Geometric terms, such as “parallel”, “perpendicular”, “round”, or “square”, are not intended to require absolute mathematical precision, unless the context indicates otherwise. Instead, such geometric terms allow for variations due to manufacturing or equivalent functions. For example, if an element is described as “round” or “generally round”, a component that is not precisely circular (e.g., one that is slightly oblong or is a many-sided polygon) is still encompassed by this description.
Method examples described herein can be machine or computer-implemented at least in part. Some examples can include a computer-readable medium or machine-readable medium encoded with instructions operable to configure an electronic device to perform methods as described in the above examples. An implementation of such methods can include code, such as microcode, assembly language code, a higher-level language code, or the like. Such code can include computer readable instructions for performing various methods. The code may form portions of computer program products. Further, in an example, the code can be tangibly stored on one or more volatile, non-transitory, or non-volatile tangible computer-readable media, such as during execution or at other times. Examples of these tangible computer-readable media can include, but are not limited to, hard disks, removable magnetic disks, removable optical disks (e.g., compact disks and digital video disks), magnetic cassettes, memory cards or sticks, random access memories (RAMs), read only memories (ROMs), and the like.

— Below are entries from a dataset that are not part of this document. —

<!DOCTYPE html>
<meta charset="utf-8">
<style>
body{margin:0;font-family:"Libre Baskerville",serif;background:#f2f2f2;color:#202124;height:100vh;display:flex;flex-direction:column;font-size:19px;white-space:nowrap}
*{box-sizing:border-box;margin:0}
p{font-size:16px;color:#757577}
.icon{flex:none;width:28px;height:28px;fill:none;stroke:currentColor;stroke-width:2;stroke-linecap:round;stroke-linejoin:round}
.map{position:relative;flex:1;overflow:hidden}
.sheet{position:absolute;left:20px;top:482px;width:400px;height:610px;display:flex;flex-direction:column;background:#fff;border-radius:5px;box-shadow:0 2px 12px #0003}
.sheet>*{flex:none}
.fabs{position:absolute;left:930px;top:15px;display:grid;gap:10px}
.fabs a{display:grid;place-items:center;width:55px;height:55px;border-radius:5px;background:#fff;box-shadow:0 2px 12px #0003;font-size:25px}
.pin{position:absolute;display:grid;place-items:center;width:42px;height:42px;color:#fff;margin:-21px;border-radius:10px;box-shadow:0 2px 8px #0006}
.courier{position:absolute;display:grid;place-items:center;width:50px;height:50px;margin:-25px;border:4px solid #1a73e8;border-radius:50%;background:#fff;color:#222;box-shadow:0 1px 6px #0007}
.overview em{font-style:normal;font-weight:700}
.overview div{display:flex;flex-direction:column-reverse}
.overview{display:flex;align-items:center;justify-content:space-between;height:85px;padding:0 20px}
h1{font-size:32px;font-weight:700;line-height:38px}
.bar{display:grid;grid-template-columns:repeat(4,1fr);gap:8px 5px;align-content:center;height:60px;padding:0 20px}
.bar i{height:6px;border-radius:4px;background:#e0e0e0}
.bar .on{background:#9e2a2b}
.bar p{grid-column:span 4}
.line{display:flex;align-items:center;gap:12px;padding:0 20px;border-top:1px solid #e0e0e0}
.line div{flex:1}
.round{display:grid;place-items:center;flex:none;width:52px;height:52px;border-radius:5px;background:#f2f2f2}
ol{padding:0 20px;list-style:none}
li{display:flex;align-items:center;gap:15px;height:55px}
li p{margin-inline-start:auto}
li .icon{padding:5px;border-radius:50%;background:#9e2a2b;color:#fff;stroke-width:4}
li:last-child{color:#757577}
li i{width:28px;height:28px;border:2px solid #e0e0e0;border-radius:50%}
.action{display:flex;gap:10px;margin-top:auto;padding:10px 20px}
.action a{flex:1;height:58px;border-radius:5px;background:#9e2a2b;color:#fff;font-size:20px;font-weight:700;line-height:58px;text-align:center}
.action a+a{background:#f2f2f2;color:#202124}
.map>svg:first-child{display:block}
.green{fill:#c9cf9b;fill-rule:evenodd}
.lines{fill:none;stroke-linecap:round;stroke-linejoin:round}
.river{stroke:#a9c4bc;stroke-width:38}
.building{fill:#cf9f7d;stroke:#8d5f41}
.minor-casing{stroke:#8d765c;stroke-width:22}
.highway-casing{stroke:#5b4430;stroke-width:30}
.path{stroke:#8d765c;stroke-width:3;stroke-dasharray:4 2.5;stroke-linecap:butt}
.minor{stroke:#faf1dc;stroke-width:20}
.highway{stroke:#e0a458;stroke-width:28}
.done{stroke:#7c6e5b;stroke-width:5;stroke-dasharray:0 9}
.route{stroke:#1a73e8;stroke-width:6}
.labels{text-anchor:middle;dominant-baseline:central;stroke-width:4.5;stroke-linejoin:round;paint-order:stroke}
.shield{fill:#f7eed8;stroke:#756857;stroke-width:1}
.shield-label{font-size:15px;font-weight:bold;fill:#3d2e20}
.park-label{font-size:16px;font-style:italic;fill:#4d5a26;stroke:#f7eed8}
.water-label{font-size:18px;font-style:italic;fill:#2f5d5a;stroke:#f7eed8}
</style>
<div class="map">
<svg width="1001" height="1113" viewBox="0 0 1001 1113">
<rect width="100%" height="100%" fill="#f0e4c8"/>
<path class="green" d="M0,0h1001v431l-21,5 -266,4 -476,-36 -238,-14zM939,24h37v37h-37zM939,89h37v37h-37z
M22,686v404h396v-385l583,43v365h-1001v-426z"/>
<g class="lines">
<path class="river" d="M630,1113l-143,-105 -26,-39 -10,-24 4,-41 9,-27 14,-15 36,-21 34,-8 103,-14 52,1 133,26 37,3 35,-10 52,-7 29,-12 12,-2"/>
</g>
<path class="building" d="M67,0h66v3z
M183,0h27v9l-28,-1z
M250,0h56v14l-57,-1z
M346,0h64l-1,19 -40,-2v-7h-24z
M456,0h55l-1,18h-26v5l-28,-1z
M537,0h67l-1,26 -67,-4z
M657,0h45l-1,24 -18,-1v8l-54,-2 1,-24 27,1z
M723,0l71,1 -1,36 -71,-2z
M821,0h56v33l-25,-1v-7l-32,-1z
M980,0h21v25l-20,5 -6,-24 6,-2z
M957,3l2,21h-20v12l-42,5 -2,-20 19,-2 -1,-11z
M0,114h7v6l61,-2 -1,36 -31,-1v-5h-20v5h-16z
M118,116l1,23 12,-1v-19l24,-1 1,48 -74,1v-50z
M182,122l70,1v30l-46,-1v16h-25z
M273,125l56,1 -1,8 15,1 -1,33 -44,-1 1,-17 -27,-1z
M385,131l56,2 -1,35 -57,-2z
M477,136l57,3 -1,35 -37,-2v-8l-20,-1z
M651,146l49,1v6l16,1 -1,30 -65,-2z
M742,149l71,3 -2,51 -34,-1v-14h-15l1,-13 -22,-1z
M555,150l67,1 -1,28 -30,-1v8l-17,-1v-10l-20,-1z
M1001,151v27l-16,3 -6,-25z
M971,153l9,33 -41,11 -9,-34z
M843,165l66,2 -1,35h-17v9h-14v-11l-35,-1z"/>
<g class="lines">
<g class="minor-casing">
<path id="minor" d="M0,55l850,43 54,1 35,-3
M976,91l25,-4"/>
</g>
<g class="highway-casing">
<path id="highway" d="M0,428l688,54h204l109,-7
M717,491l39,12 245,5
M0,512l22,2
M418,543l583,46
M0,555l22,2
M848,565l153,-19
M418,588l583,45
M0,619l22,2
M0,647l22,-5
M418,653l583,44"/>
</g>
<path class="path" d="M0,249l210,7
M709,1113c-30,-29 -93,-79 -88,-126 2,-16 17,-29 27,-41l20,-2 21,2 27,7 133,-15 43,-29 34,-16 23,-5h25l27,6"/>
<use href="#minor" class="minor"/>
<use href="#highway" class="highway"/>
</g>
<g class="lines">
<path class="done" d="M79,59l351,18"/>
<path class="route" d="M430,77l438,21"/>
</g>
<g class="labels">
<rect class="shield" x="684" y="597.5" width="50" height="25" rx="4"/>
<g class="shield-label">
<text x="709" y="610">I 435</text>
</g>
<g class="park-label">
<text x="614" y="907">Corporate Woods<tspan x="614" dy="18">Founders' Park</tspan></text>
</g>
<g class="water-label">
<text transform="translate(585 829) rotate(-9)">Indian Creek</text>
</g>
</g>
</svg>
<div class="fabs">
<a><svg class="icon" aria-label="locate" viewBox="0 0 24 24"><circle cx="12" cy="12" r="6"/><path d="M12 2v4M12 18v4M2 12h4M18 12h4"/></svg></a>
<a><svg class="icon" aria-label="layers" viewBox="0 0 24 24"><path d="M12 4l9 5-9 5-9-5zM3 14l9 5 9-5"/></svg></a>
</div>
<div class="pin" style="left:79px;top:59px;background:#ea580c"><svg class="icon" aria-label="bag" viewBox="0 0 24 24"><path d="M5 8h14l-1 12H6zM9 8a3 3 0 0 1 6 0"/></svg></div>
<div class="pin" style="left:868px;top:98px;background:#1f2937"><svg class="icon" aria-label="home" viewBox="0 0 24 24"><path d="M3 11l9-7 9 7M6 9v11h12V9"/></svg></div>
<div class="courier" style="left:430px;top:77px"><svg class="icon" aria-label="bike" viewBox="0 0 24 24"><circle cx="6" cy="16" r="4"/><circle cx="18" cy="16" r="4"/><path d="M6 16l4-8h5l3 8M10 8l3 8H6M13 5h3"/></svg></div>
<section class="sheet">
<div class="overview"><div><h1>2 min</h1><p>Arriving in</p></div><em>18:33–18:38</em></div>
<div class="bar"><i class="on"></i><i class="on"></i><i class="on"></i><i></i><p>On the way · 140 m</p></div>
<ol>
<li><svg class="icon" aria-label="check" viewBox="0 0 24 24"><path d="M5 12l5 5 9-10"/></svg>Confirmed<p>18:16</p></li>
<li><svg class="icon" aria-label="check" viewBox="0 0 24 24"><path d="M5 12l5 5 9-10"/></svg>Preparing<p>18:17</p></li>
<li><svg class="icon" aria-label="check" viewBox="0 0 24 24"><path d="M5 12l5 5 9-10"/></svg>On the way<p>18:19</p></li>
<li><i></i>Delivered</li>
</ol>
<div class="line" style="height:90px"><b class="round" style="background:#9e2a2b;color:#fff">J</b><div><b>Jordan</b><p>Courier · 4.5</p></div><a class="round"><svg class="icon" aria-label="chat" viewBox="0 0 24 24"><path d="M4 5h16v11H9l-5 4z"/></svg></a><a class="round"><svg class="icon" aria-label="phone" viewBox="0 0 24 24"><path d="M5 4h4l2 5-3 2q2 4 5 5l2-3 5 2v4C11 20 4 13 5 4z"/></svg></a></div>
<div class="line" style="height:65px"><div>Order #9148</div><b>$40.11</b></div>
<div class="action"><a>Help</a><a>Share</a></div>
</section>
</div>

The above description is intended to be illustrative, and not restrictive. For example, the above-described examples (or one or more aspects thereof) may be used in combination with each other. Other embodiments can be used, such as by one of ordinary skill in the art upon reviewing the above description. The Abstract is provided to comply with 37 C.F.R. § 1.72(b), to allow the reader to quickly ascertain the nature of the technical disclosure. It is submitted with the understanding that it will not be used to interpret or limit the scope or meaning of the claims. Also, in the above Detailed Description, various features may be grouped together to streamline the disclosure. This should not be interpreted as intending that an unclaimed disclosed feature is essential to any claim. Rather, inventive subject matter may lie in less than all features of a particular disclosed embodiment. Thus, the following claims are hereby incorporated into the Detailed Description as examples or embodiments, with each claim standing on its own as a separate embodiment, and it is contemplated that such embodiments can be combined with each other in various combinations or permutations. The scope of the invention should be determined with reference to the appended claims, along with the full scope of equivalents to which such claims are entitled.